Work order
Return precisely the opening lines of the listing below, ending with the line that contains "position:absolute; right:12px; bottom:12px;".
========
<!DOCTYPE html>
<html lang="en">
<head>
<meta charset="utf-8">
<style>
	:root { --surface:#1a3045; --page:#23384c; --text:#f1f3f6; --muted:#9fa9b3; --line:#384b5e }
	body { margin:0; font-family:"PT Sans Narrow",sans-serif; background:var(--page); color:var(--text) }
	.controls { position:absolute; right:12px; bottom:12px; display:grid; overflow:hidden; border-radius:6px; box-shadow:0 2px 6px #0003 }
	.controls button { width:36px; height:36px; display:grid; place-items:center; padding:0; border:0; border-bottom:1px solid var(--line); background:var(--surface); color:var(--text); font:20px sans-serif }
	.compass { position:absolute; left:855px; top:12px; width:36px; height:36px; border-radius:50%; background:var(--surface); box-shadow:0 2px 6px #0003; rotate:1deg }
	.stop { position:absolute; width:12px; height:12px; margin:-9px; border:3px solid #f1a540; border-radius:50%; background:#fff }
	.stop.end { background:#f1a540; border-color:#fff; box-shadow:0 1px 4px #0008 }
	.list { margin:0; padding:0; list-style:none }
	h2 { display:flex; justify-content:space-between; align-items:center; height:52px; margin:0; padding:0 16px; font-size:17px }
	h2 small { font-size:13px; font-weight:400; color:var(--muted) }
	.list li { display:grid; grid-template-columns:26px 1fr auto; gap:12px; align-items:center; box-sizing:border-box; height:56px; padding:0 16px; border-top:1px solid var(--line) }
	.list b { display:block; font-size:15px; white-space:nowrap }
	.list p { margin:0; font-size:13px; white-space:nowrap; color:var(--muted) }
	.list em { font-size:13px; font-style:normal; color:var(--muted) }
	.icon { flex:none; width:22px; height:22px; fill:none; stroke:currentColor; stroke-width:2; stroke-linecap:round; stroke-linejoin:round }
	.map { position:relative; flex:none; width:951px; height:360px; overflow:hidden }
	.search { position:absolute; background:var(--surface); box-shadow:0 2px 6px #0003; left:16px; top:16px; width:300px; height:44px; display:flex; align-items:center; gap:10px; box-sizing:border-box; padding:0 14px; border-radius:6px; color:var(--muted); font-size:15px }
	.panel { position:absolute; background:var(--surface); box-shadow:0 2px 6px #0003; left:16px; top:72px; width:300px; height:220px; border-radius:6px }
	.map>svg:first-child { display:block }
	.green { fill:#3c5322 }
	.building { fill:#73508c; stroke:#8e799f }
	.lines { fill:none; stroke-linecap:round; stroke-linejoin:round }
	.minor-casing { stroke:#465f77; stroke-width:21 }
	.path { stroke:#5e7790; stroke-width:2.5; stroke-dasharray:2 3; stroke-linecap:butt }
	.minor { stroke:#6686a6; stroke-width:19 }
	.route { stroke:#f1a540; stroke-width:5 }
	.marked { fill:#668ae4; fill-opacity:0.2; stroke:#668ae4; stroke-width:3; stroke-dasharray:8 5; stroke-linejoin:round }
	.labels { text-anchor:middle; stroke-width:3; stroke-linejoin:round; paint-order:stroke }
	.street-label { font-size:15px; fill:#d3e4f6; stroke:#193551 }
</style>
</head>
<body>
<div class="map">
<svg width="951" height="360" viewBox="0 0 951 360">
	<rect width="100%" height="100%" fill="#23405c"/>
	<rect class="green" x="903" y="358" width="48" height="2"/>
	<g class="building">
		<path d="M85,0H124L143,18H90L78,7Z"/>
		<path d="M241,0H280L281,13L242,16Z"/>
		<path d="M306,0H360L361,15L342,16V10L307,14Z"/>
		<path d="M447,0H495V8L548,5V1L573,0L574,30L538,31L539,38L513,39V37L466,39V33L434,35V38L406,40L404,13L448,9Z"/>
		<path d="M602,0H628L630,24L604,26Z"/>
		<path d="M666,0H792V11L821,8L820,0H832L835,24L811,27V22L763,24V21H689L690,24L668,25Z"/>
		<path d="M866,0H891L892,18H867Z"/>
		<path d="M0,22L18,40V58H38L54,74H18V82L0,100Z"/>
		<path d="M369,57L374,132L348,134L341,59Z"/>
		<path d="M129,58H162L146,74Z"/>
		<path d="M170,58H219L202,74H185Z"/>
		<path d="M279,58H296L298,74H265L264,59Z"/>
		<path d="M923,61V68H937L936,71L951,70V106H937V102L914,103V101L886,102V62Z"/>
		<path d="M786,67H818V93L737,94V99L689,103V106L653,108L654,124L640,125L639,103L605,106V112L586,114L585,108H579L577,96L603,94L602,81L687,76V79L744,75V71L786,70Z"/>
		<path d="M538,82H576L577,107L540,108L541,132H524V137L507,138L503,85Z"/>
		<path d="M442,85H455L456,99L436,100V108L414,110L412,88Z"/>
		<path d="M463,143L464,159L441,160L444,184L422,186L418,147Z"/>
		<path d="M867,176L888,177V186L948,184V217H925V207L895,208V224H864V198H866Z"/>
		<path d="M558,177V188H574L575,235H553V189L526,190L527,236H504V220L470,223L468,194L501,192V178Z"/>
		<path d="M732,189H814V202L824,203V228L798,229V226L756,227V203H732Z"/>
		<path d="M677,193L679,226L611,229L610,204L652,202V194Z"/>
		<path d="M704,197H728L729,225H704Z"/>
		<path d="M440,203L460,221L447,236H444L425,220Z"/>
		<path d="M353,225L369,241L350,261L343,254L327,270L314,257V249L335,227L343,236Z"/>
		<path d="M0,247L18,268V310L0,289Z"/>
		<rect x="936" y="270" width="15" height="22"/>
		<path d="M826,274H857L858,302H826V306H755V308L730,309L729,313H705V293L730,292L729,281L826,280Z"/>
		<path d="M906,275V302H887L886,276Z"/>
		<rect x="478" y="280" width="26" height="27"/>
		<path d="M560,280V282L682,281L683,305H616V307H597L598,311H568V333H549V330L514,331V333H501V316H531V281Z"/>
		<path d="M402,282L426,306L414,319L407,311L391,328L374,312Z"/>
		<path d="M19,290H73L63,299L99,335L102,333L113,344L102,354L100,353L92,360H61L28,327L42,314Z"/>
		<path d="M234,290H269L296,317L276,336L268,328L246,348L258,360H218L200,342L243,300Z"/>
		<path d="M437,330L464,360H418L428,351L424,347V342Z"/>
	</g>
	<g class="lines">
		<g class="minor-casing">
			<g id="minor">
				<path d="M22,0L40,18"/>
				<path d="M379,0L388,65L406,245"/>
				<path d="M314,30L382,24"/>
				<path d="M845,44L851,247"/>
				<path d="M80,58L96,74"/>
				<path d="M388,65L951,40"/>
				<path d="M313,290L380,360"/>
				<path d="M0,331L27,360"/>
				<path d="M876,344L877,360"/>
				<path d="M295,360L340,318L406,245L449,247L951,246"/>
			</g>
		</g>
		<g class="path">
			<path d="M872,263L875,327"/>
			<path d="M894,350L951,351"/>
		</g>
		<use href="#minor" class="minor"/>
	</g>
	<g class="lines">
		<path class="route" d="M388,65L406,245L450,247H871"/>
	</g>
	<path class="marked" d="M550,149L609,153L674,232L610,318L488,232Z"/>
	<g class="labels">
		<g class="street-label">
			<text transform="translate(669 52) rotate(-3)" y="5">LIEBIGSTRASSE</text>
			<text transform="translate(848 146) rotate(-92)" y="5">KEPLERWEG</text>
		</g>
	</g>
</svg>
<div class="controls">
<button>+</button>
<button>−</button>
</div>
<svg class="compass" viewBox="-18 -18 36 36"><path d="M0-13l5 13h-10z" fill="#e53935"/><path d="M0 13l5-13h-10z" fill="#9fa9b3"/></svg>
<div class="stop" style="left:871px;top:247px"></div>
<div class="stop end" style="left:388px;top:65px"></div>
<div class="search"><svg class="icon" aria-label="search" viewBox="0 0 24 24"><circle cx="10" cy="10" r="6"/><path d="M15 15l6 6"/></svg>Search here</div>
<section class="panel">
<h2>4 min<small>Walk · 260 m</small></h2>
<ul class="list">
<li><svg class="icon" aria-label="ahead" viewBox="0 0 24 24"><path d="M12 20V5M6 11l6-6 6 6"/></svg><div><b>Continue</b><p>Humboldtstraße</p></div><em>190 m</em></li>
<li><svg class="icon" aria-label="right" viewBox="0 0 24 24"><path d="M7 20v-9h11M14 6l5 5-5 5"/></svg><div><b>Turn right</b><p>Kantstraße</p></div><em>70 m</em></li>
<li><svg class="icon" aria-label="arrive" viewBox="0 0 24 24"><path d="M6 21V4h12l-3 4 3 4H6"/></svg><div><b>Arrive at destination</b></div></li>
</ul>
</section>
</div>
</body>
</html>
========
Solution to this task
<!DOCTYPE html>
<html lang="en">
<head>
<meta charset="utf-8">
<style>
	:root { --surface:#1a3045; --page:#23384c; --text:#f1f3f6; --muted:#9fa9b3; --line:#384b5e }
	body { margin:0; font-family:"PT Sans Narrow",sans-serif; background:var(--page); color:var(--text) }
	.controls { position:absolute; right:12px; bottom:12px; display:grid; overflow:hidden; border-radius:6px; box-shadow:0 2px 6px #0003 }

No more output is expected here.